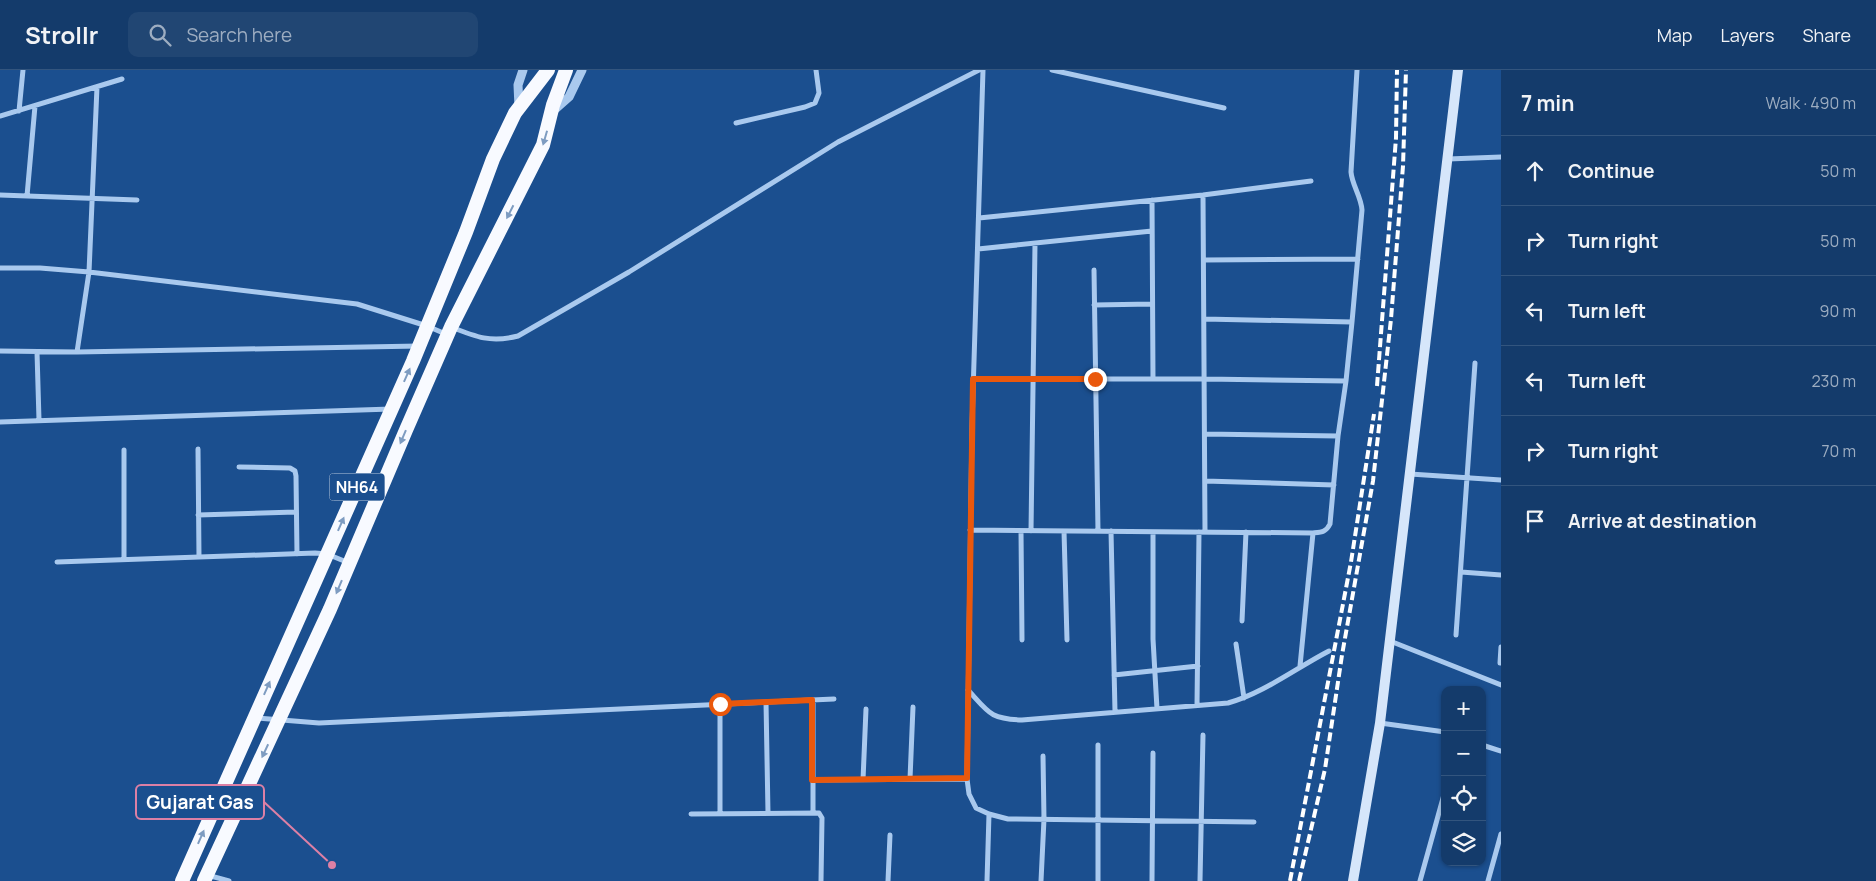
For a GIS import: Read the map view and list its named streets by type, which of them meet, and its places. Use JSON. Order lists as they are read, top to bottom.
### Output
{
  "streets": {
    "highway": ["NH64"]
  },
  "places": ["Gujarat Gas"],
  "page": {
    "header": "Strollr",
    "search": "Search here",
    "nav": ["Map", "Layers", "Share"],
    "heading": ["7 min", "Walk · 490 m"],
    "list": [
      ["Continue", "50 m"],
      ["Turn right", "50 m"],
      ["Turn left", "90 m"],
      ["Turn left", "230 m"],
      ["Turn right", "70 m"],
      "Arrive at destination"
    ],
    "map_buttons": ["+", "−"]
  }
}
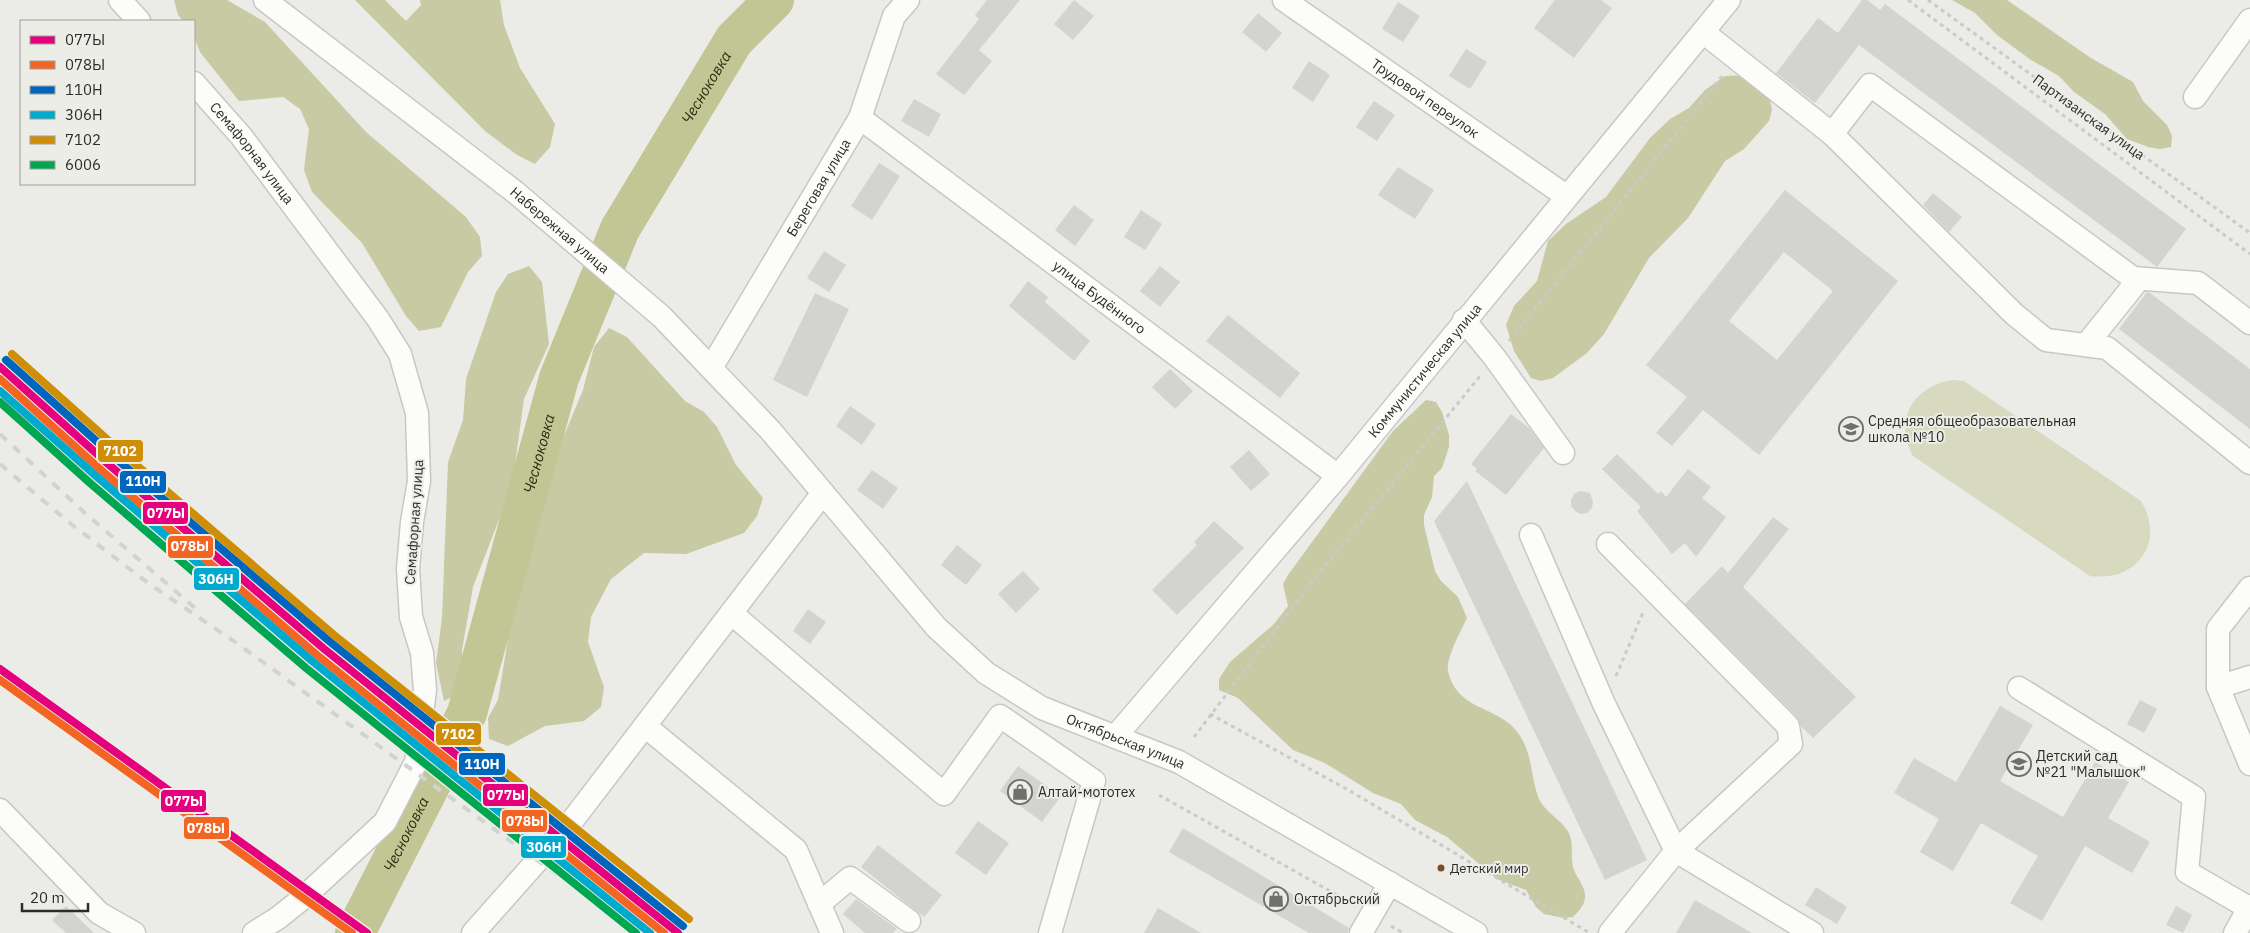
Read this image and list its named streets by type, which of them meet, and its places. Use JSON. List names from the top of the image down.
{
  "streets": {
    "street": [
      "Трудовой переулок",
      "Семафорная улица",
      "Береговая улица",
      "Набережная улица",
      "улица Будённого",
      "Коммунистическая улица",
      "Октябрьская улица"
    ],
    "path": ["Партизанская улица"]
  },
  "crossings": [
    ["Трудовой переулок", "Коммунистическая улица"],
    ["Береговая улица", "Набережная улица"],
    ["Береговая улица", "улица Будённого"],
    ["Набережная улица", "Октябрьская улица"],
    ["улица Будённого", "Коммунистическая улица"],
    ["Коммунистическая улица", "Октябрьская улица"]
  ],
  "water": ["Чесноковка"],
  "places": {
    "school or university": ["Средняя общеобразовательная школа №10", "Детский сад №21 \"Малышок\""],
    "shop": ["Алтай-мототех", "Октябрьский"],
    "other": ["Детский мир"]
  },
  "lines": [
    "transit line 7102",
    "transit line 110Н",
    "transit line 077Ы",
    "transit line 078Ы",
    "transit line 306Н",
    "transit line 6006"
  ],
  "legend": [
    "077Ы",
    "078Ы",
    "110Н",
    "306Н",
    "7102",
    "6006"
  ],
  "scale_bar": "20 m"
}
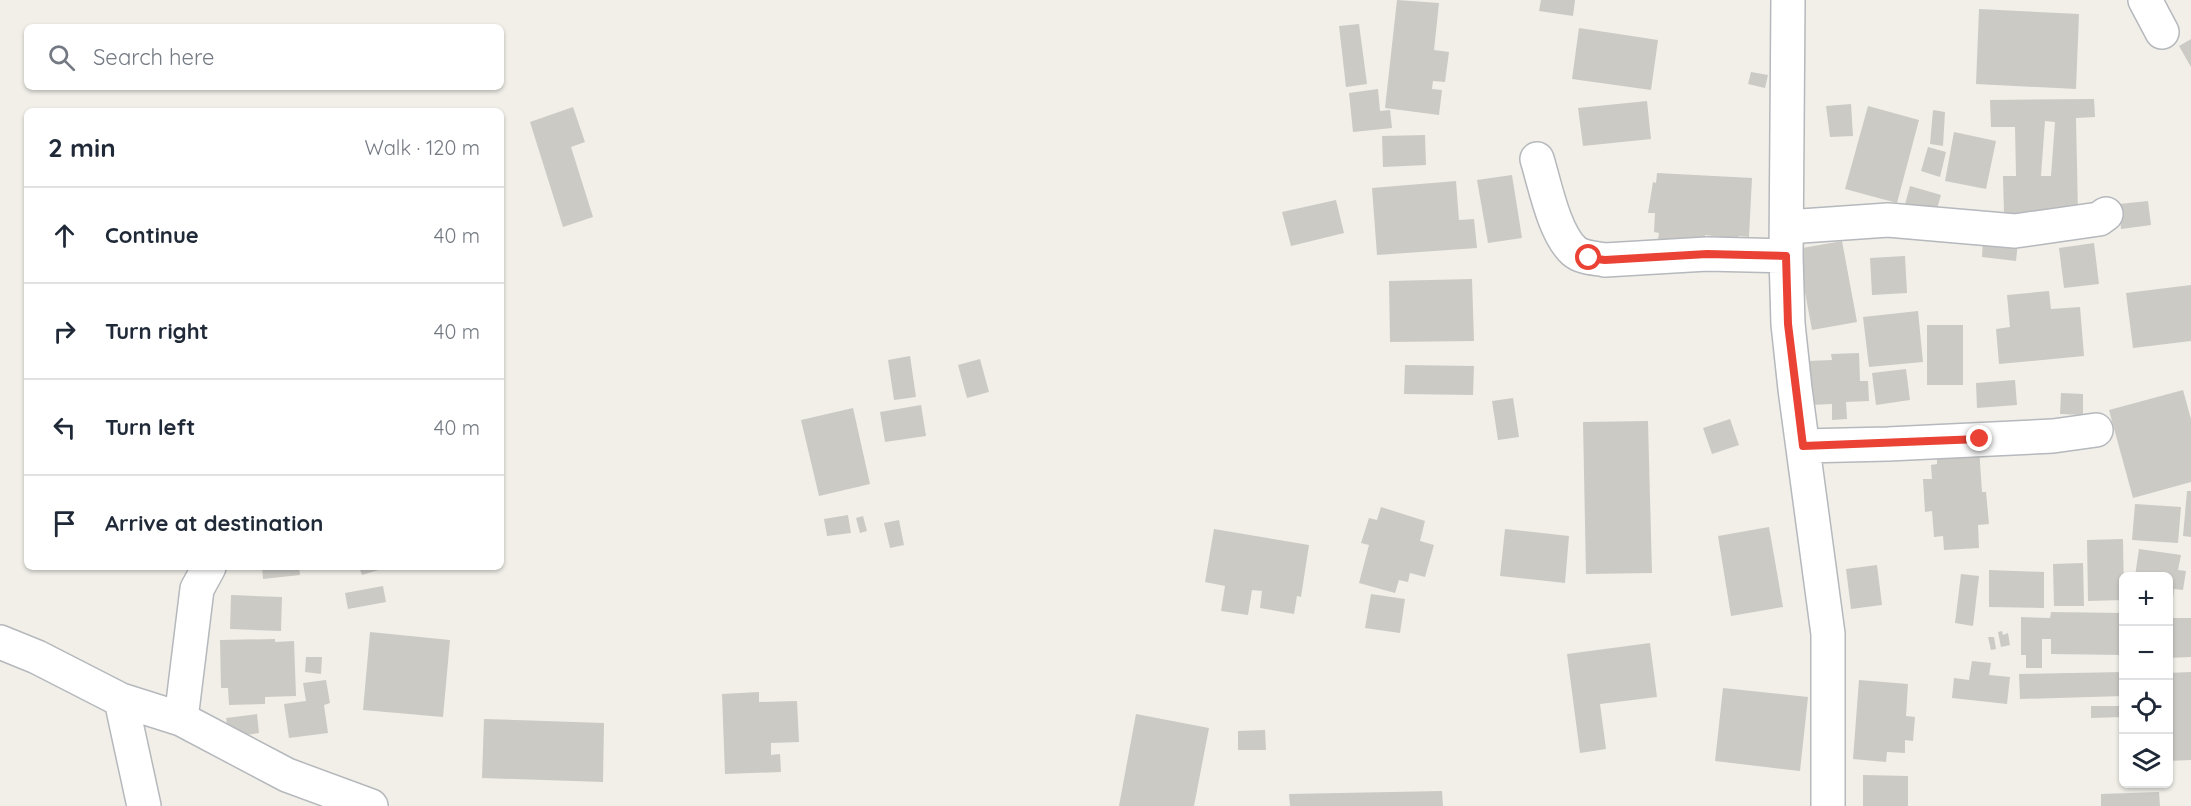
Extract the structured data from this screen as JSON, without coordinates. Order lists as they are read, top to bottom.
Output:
{
  "page": {
    "search": "Search here",
    "heading": ["2 min", "Walk · 120 m"],
    "list": [
      ["Continue", "40 m"],
      ["Turn right", "40 m"],
      ["Turn left", "40 m"],
      "Arrive at destination"
    ],
    "map_buttons": ["+", "−"]
  }
}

---

> **What is required**: Write the records above out again exactly, but not the pictures.

> **Solution to the problem**:
For a GIS import: Read the map view and list its named streets by type, which of them meet, and its places. Use JSON. Order lists as they are read, top to bottom.
### Output
{
  "streets": {
    "highway": ["NH64"]
  },
  "places": ["Gujarat Gas"],
  "page": {
    "header": "Strollr",
    "search": "Search here",
    "nav": ["Map", "Layers", "Share"],
    "heading": ["7 min", "Walk · 490 m"],
    "list": [
      ["Continue", "50 m"],
      ["Turn right", "50 m"],
      ["Turn left", "90 m"],
      ["Turn left", "230 m"],
      ["Turn right", "70 m"],
      "Arrive at destination"
    ],
    "map_buttons": ["+", "−"]
  }
}
Read this image and list its named streets by type, which of them meet, and its places. Use JSON. List names from the top of the image down.
{
  "streets": {
    "street": [
      "Трудовой переулок",
      "Семафорная улица",
      "Береговая улица",
      "Набережная улица",
      "улица Будённого",
      "Коммунистическая улица",
      "Октябрьская улица"
    ],
    "path": ["Партизанская улица"]
  },
  "crossings": [
    ["Трудовой переулок", "Коммунистическая улица"],
    ["Береговая улица", "Набережная улица"],
    ["Береговая улица", "улица Будённого"],
    ["Набережная улица", "Октябрьская улица"],
    ["улица Будённого", "Коммунистическая улица"],
    ["Коммунистическая улица", "Октябрьская улица"]
  ],
  "water": ["Чесноковка"],
  "places": {
    "school or university": ["Средняя общеобразовательная школа №10", "Детский сад №21 \"Малышок\""],
    "shop": ["Алтай-мототех", "Октябрьский"],
    "other": ["Детский мир"]
  },
  "lines": [
    "transit line 7102",
    "transit line 110Н",
    "transit line 077Ы",
    "transit line 078Ы",
    "transit line 306Н",
    "transit line 6006"
  ],
  "legend": [
    "077Ы",
    "078Ы",
    "110Н",
    "306Н",
    "7102",
    "6006"
  ],
  "scale_bar": "20 m"
}
Extract the structured data from this screen as JSON, without coordinates. Order lists as they are read, top to bottom.
Output:
{
  "page": {
    "search": "Search here",
    "heading": ["2 min", "Walk · 120 m"],
    "list": [
      ["Continue", "40 m"],
      ["Turn right", "40 m"],
      ["Turn left", "40 m"],
      "Arrive at destination"
    ],
    "map_buttons": ["+", "−"]
  }
}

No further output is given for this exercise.